━━━ Dataset records ━━━

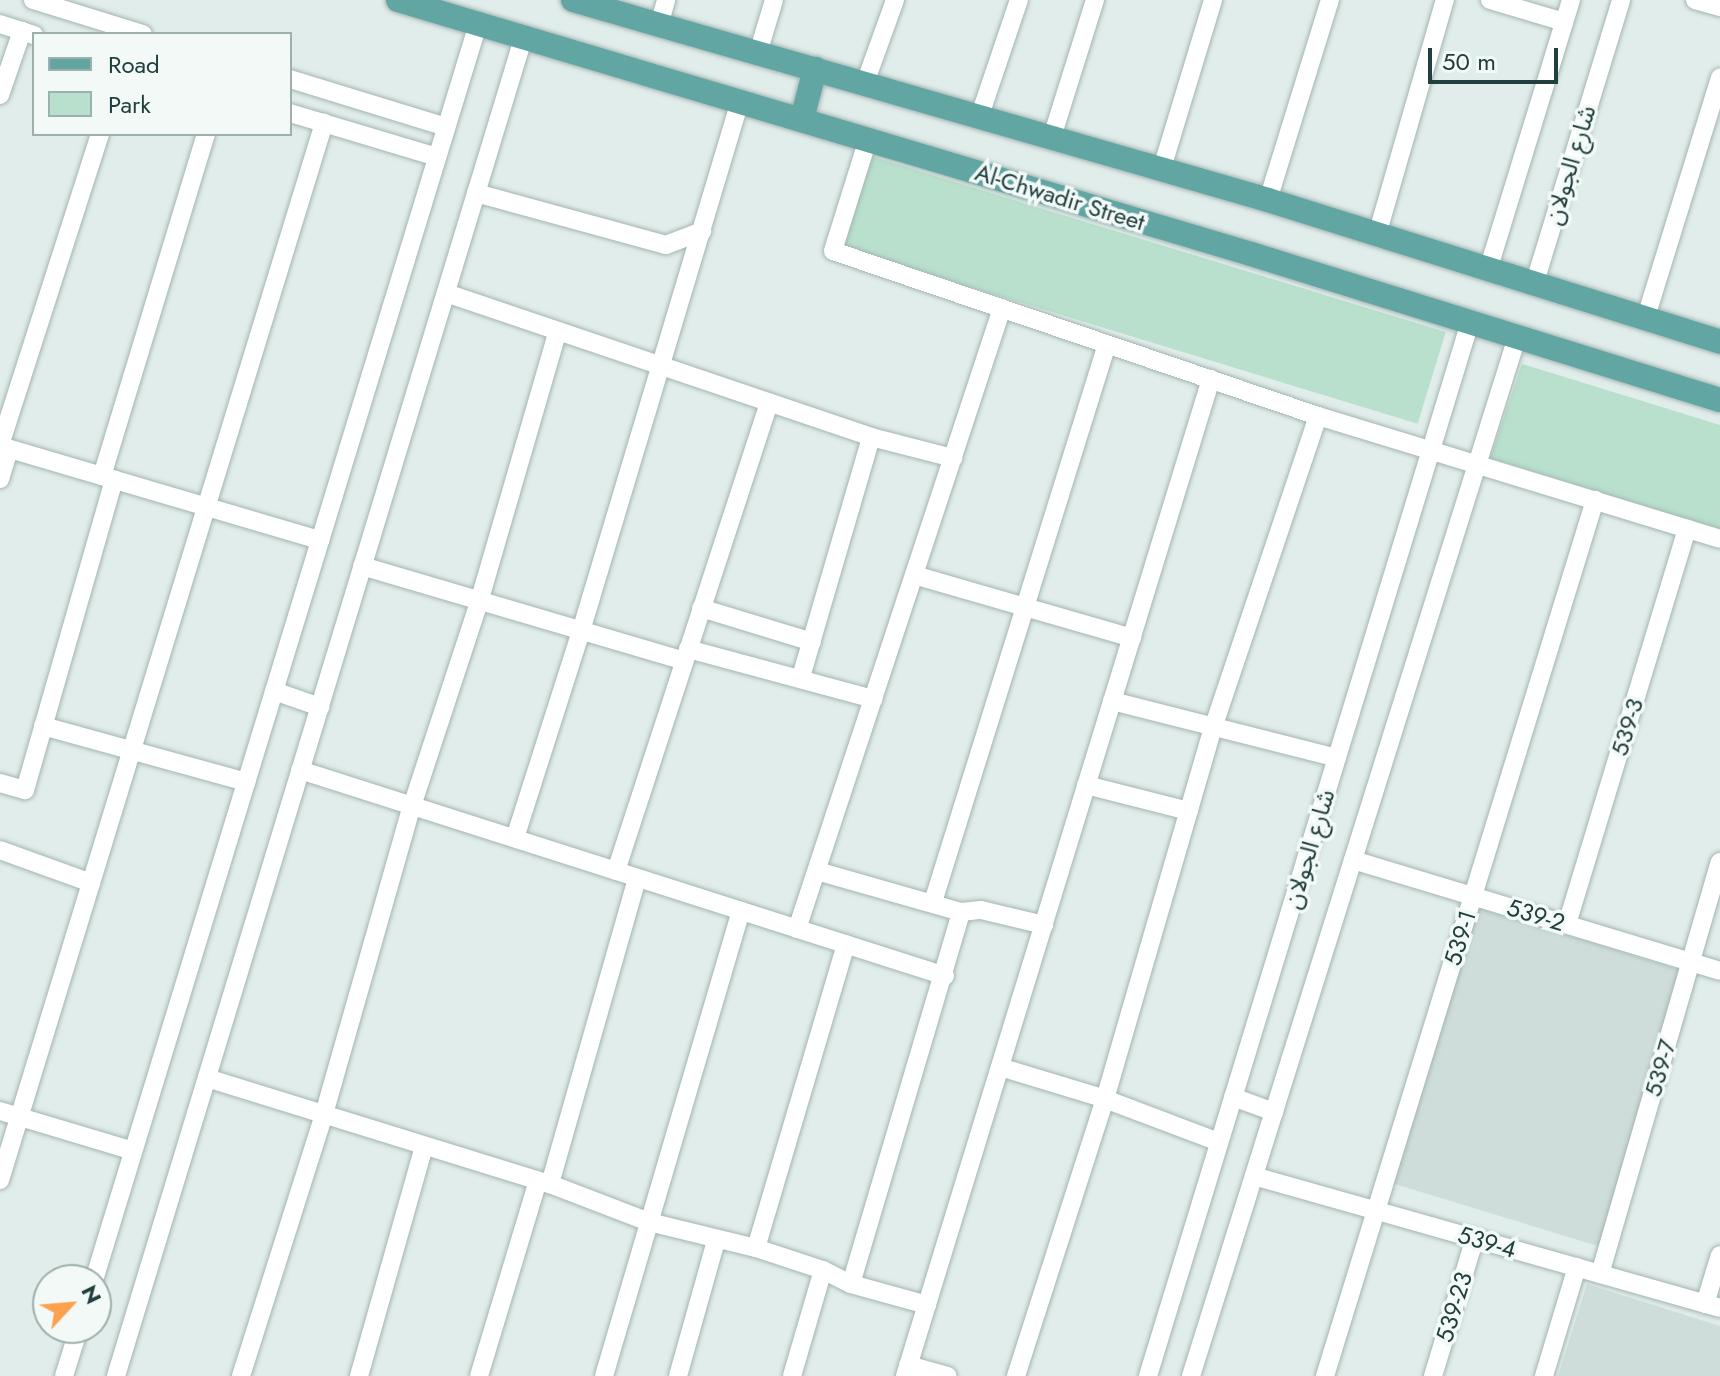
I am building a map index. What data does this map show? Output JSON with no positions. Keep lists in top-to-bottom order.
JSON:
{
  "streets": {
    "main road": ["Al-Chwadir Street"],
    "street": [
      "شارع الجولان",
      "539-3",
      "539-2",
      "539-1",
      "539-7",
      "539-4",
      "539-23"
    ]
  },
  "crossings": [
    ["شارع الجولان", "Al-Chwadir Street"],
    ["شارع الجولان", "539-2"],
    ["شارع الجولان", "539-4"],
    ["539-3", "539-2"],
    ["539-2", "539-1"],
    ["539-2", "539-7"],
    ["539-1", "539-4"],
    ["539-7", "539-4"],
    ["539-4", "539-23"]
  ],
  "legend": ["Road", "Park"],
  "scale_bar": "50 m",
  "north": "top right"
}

━━━

### [Task to carry out]
Could you restate every record above word for word, dropping the pictures?

### [Solved exercise]
I am building a map index. What data does this map show? Output JSON with no positions. Keep lists in top-to-bottom order.
JSON:
{
  "streets": {
    "main road": ["Al-Chwadir Street"],
    "street": [
      "شارع الجولان",
      "539-3",
      "539-2",
      "539-1",
      "539-7",
      "539-4",
      "539-23"
    ]
  },
  "crossings": [
    ["شارع الجولان", "Al-Chwadir Street"],
    ["شارع الجولان", "539-2"],
    ["شارع الجولان", "539-4"],
    ["539-3", "539-2"],
    ["539-2", "539-1"],
    ["539-2", "539-7"],
    ["539-1", "539-4"],
    ["539-7", "539-4"],
    ["539-4", "539-23"]
  ],
  "legend": ["Road", "Park"],
  "scale_bar": "50 m",
  "north": "top right"
}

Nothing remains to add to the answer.